We now turn to the Fourier transform on the Euclidean space {{\bf R}^d}, where {d \geq 1} is a fixed integer. From Exercise 10 we can identify the Pontryagin dual of {{\bf R}^d} with itself, and then the Fourier transform {\hat f: {\bf R}^d \rightarrow {\bf C}} of a function {f \in L^1({\bf R}^d)} is given by the formula

\displaystyle  \hat f(\xi) := \int_{{\bf R}^d} f(x) e^{-2\pi i \xi \cdot x}\ dx. \ \ \ \ \ (8)

Remark 28 One needs the Euclidean inner product structure on {{\bf R}^d} in order to identify {\hat{{\bf R}^d}} with {{\bf R}^d}. Without this structure, it is more natural to identify {\hat{{\bf R}^d}} with the dual space {({\bf R}^d)^*} of {{\bf R}^d}. (In the language of physics, one should interpret frequency as a covector rather than a vector.) However, we will not need to consider such subtleties here. In other areas of mathematics than harmonic analysis, the normalisation of the Fourier transform (particularly with regard to the positioning of the sign {-} and the factor {2\pi}) is sometimes slightly different from that presented here. For instance, in PDE, the factor of {2\pi} is often omitted from the exponent in order to slightly simplify the behaviour of differential operators under the Fourier transform (at the cost of introducing factors of {2\pi} in various identities, such as the Plancherel formula or inversion formula).

In Exercise 12 we saw that if {f} was in {L^1({\bf R}^d)}, then {\hat f} was continuous and decayed to zero at infinity. One can improve both the regularity and decay on {\hat f} by strengthening the hypotheses on {f}. We need two basic facts:

Exercise 29 (Decay transforms to regularity) Let {1 \leq j \leq d}, and suppose that {f, x_j f} both lie in {L^1({\bf R}^d)}, where {x_j} is the {j^{th}} coordinate function.
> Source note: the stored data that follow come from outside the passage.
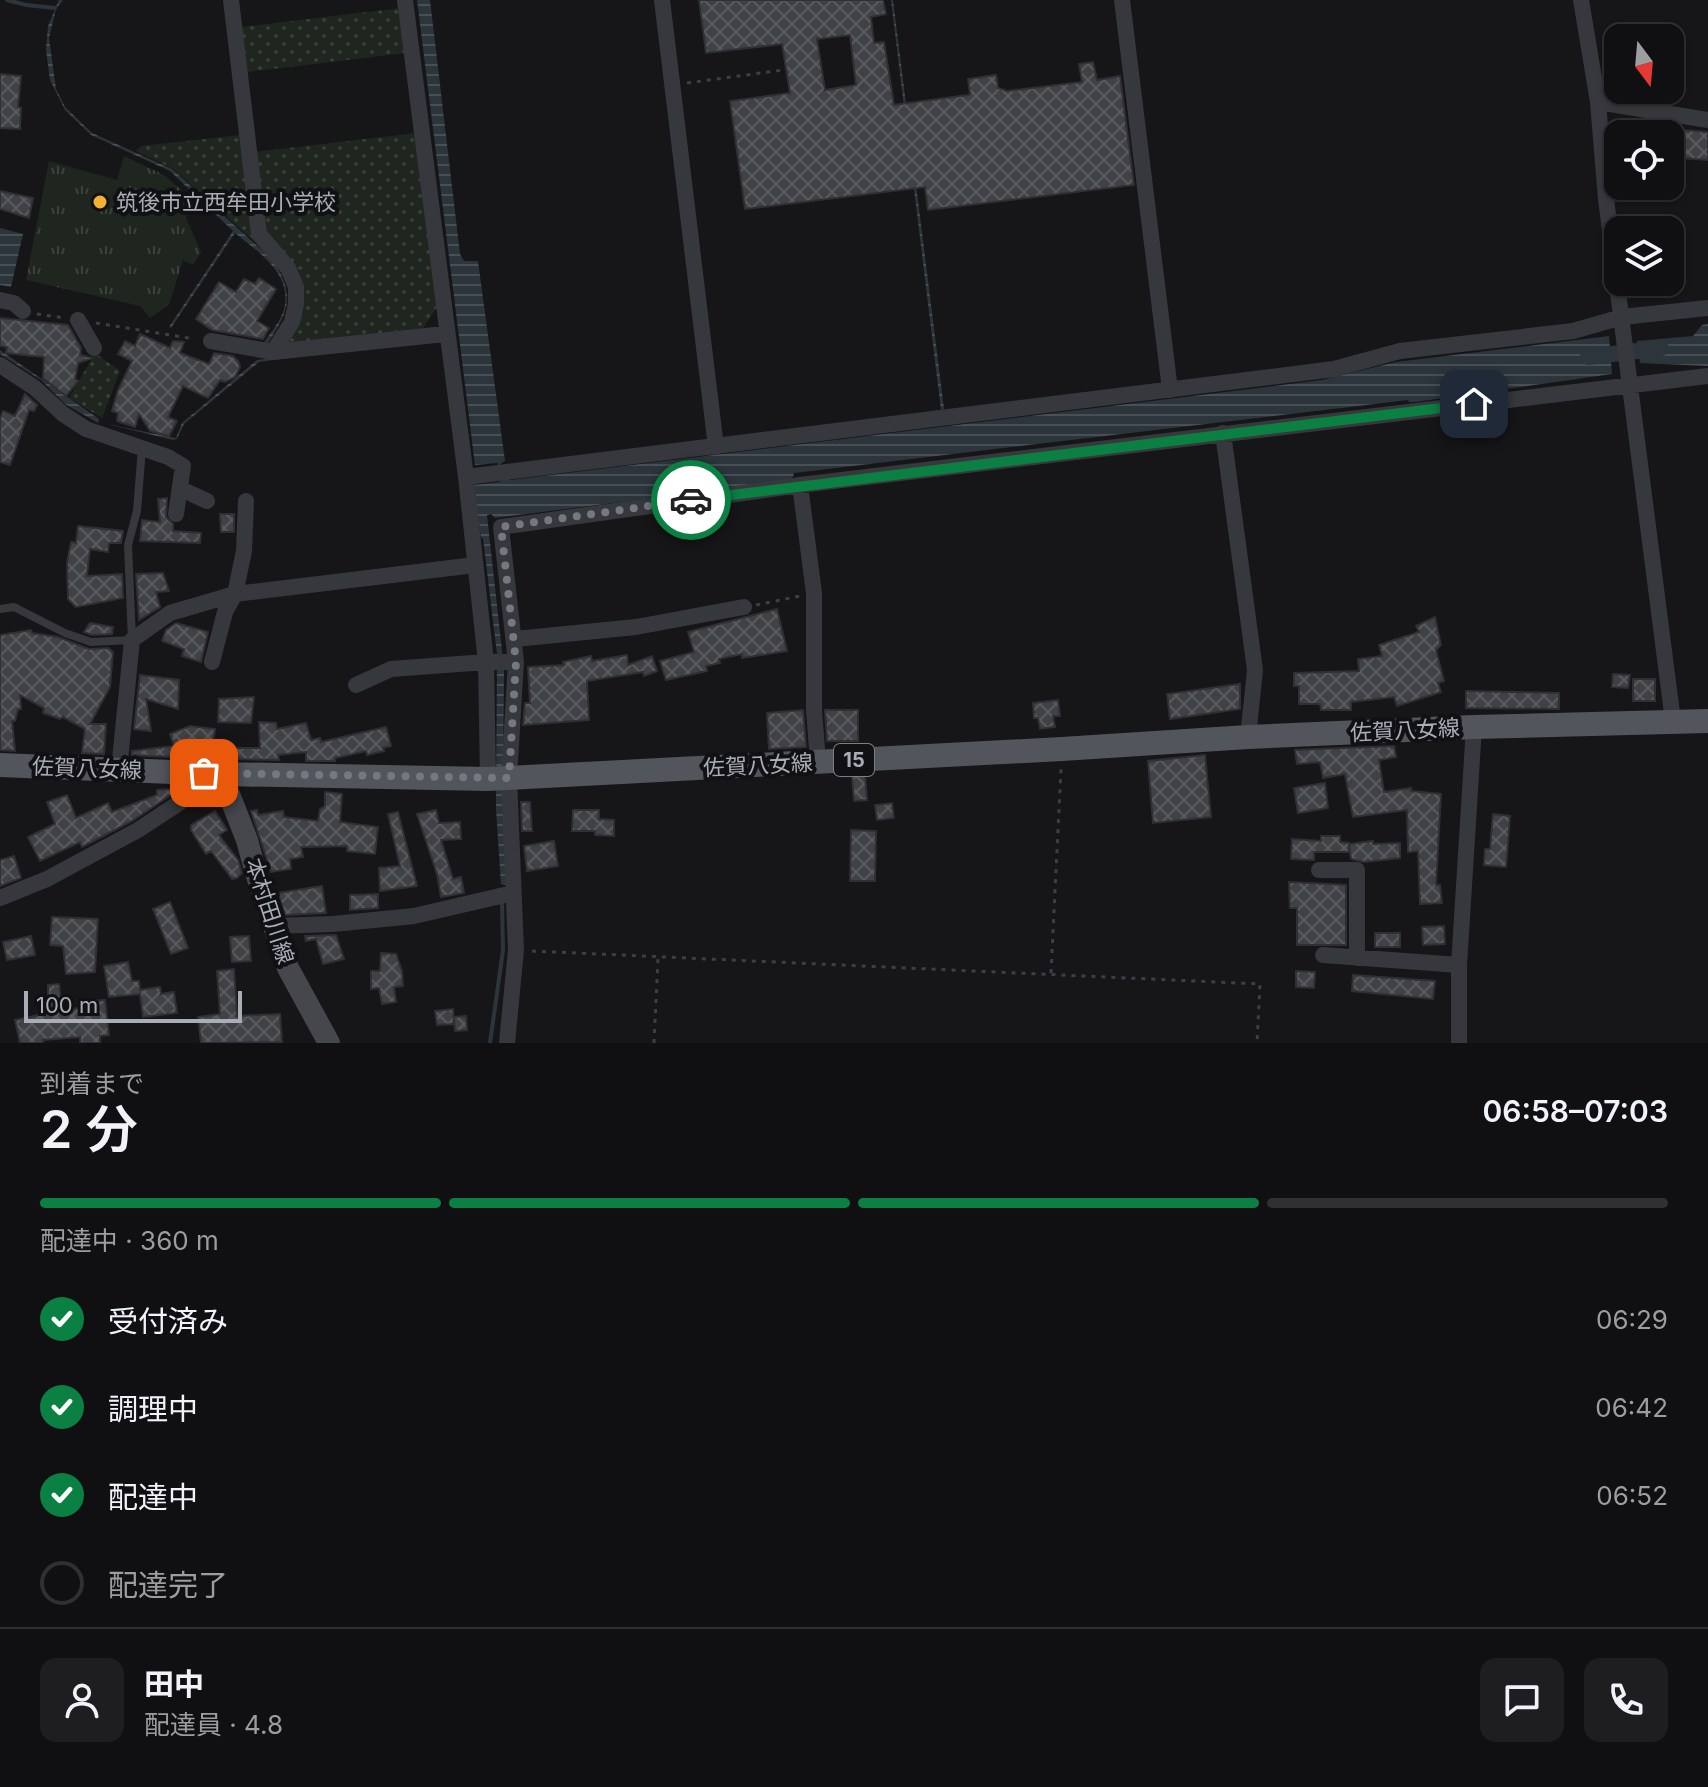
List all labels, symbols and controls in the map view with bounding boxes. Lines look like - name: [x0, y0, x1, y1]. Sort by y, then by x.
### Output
- north arrow: [1604, 24, 1684, 104]
- map controls: [1604, 24, 1684, 296]
- button: locate: [1604, 120, 1684, 200]
- place label: 筑後市立西牟田小学校: [116, 189, 336, 215]
- marker: 筑後市立西牟田小学校: [91, 193, 109, 211]
- button: layers: [1604, 216, 1684, 296]
- pin: [1440, 370, 1508, 438]
- icon: home: [1452, 382, 1496, 426]
- courier: [651, 460, 731, 540]
- icon: car: [669, 478, 713, 522]
- street label: 佐賀八女線: [1349, 714, 1461, 746]
- pin: [170, 739, 238, 807]
- road number: 15: [834, 744, 874, 776]
- street label: 佐賀八女線: [702, 749, 814, 781]
- icon: bag: [182, 751, 226, 795]
- street label: 佐賀八女線: [32, 753, 142, 783]
- street label: 本村田川線: [241, 855, 299, 967]
- scale bar: [24, 987, 242, 1023]
- text: 100 m: [36, 992, 98, 1018]
- text: 到着まで: [40, 1068, 144, 1099]
- text: 06:58–07:03: [1482, 1093, 1668, 1129]
- text: 2 分: [40, 1098, 138, 1161]
- text: 配達中 · 360 m: [40, 1225, 219, 1256]
- icon: check: [40, 1297, 84, 1341]
- text: 受付済み: [108, 1303, 228, 1339]
- text: 06:29: [1596, 1304, 1668, 1335]
- icon: check: [40, 1385, 84, 1429]
- text: 調理中: [108, 1391, 198, 1427]
- text: 06:42: [1595, 1392, 1668, 1423]
- icon: check: [40, 1473, 84, 1517]
- text: 配達中: [108, 1479, 198, 1515]
- text: 06:52: [1596, 1480, 1668, 1511]
- text: 配達完了: [108, 1567, 228, 1603]
- button: person: [40, 1658, 124, 1742]
- button: chat: [1480, 1658, 1564, 1742]
- button: phone: [1584, 1658, 1668, 1742]
- text: 田中: [144, 1666, 204, 1702]
- text: 配達員 · 4.8: [144, 1709, 283, 1740]

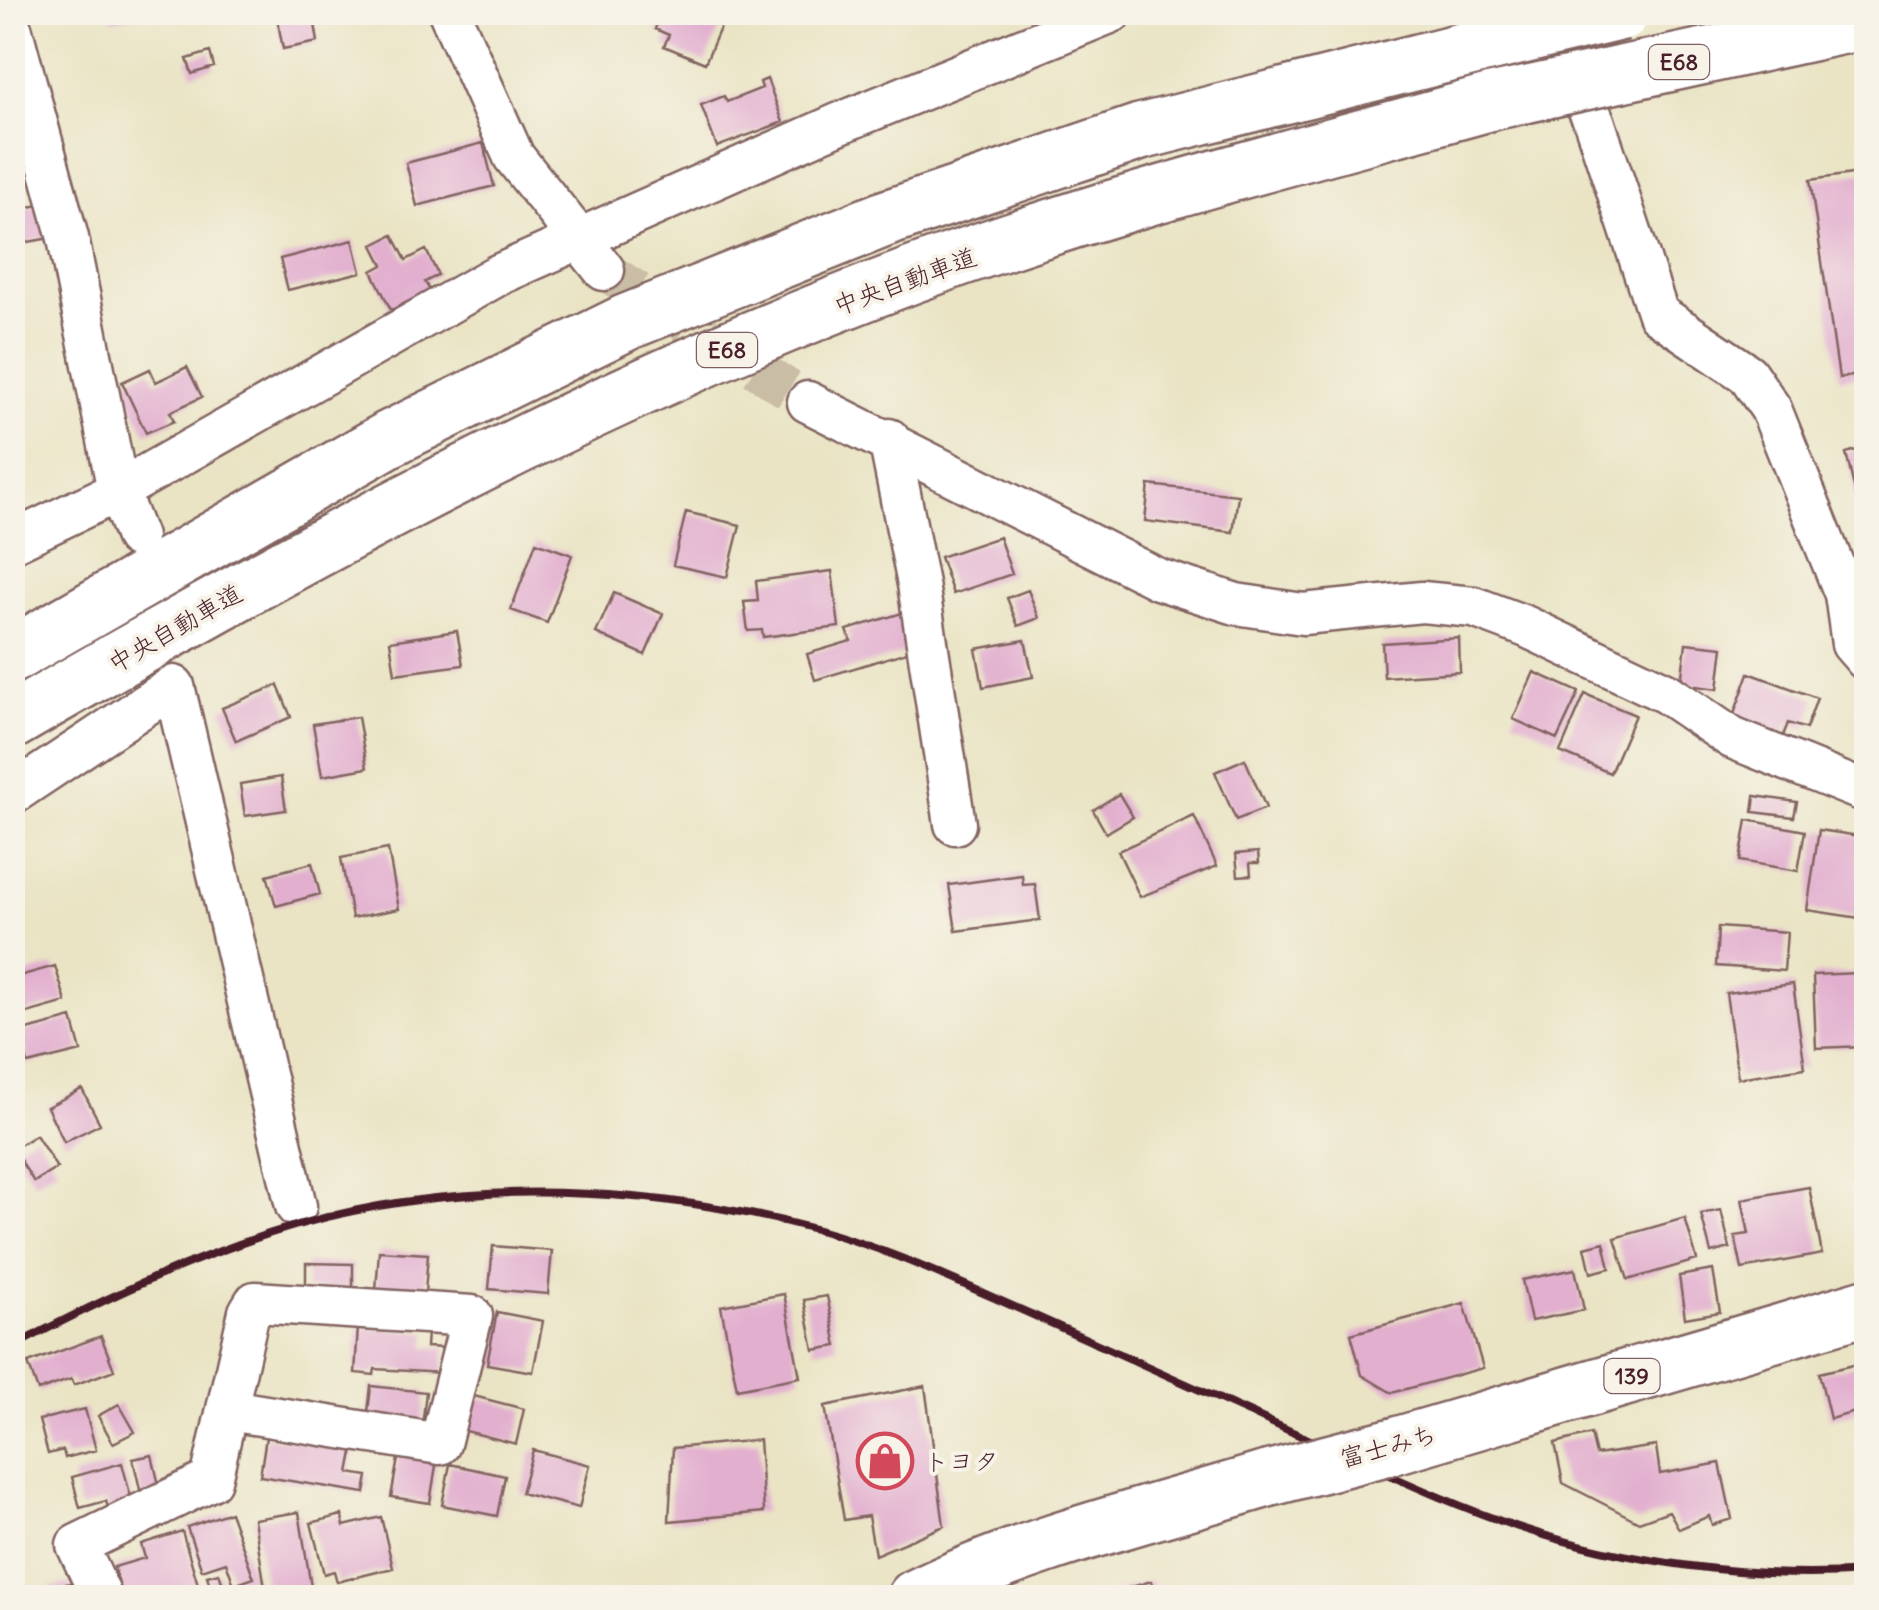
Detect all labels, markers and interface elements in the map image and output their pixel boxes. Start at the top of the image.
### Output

Show that {\hat f} is continuously differentiable in the {\xi_j} variable, with

\displaystyle  \frac{\partial}{\partial \xi_j} \hat f(\xi) = -2\pi i \widehat{x_j f}(\xi).

(Hint: The main difficulty is to justify differentiation under the integral sign. Use the fact that the function {x \mapsto e^{ix}} has a derivative of magnitude {1}, and is hence Lipschitz by the fundamental theorem of calculus. Alternatively, one can show first that {\hat f(\xi)} is the indefinite integral of {-2\pi i \widehat{x_j f}} and then use the fundamental theorem of calculus.)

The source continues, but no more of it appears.